Everyone can surely now see that putting a border down the Irish sea and breaking up the UK’s internal market to “preserve the peace” in Northern Ireland (as the EU would have us believe), was a massive mistake. Northern Ireland’s Unionists are rightly very aggrieved at being taken out of the UK without any say on the matter – contrary to the principle of democratic consent enshrined in the Good Friday Agreement – especially as Boris Johnson assured them several times in the run up to the 2019 general election that under his “oven-ready deal” there would be no border down the Irish sea.

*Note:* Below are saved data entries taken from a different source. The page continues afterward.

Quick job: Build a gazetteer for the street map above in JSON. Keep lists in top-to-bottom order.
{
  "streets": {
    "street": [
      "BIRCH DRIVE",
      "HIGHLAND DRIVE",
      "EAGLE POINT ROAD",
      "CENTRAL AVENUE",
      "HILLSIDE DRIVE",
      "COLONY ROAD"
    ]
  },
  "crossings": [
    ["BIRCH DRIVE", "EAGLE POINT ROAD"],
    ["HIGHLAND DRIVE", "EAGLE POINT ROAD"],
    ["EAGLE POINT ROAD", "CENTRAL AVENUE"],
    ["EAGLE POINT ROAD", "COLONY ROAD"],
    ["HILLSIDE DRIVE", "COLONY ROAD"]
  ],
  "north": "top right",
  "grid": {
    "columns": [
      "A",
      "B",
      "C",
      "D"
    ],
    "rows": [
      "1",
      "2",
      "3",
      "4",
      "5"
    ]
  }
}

The EU and UK Remainers were adamant that only an open border between Northern Ireland and the Republic of Ireland, with no customs checks, could maintain peace on the island of Ireland and protect the EU’s Single Market. (A specious claim encouraged by Theresa May’s government in order to create the backstop which would trap the entire UK under EU control, thereby negating Brexit). Boris Johnson renegotiated the backstop with his hands tied by a rogue Remainer Parliament. Consequently, the current Northern Ireland Protocol (NIP) was drafted in a great hurry. It effectively moved a border between two separate countries to one between two parts of the same country, splitting the United Kingdom. This means that goods exported to or imported from Great Britain must now go through customs inspections and food safety check before they leave or enter Northern Ireland.

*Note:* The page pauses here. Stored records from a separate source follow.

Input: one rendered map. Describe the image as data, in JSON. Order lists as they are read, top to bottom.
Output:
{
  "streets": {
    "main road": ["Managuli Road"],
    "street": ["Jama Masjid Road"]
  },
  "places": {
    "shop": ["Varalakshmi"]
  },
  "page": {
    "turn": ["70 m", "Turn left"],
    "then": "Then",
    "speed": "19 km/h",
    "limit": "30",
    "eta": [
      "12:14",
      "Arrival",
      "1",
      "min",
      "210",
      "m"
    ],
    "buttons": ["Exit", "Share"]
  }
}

The Northern Ireland Protocol completely ignores the fact that even when the UK was a member of the EU there was already a clearly defined border between Northern Ireland and the Republic of Ireland for VAT, Excise Duty and currency. This border existed without the need for guards, border posts or physical checks. The NIP also overlooks the fact that the vast majority of trade in Northern Ireland is with Great Britain, not with the Republic. According to the Northern Ireland Statistics and Research Agency (NISRA), in 2018 Northern Ireland’s sales to Great Britain were £10.6 billion while its sales to the whole of the EU, including the Republic of Ireland were only £6.7 billion. The Republic accounted for about two thirds of this, at £4.2 billion. Imports or purchases show an even greater dependence on Great Britain at £13.4 billion, almost five times as much as imports from the Republic of only £2.8 billion.
So why would anyone believe that it was sensible to put a border between Northern Ireland and its largest trading partner? By far the largest sector of Northern Irish sales to Great Britain came from the ‘Food, beverages and tobacco’ sectors. Meanwhile, in 2019 NISRA reports that food and live animal exports to the Republic accounted for just under £1 billion, while similar imports from the Republic were worth even less at £897 million. Most of this was finished food: live animal exports amounted to only £14.7 million, while imports were £34.2 million. In total, less than £50 million in cross-border live animal trade.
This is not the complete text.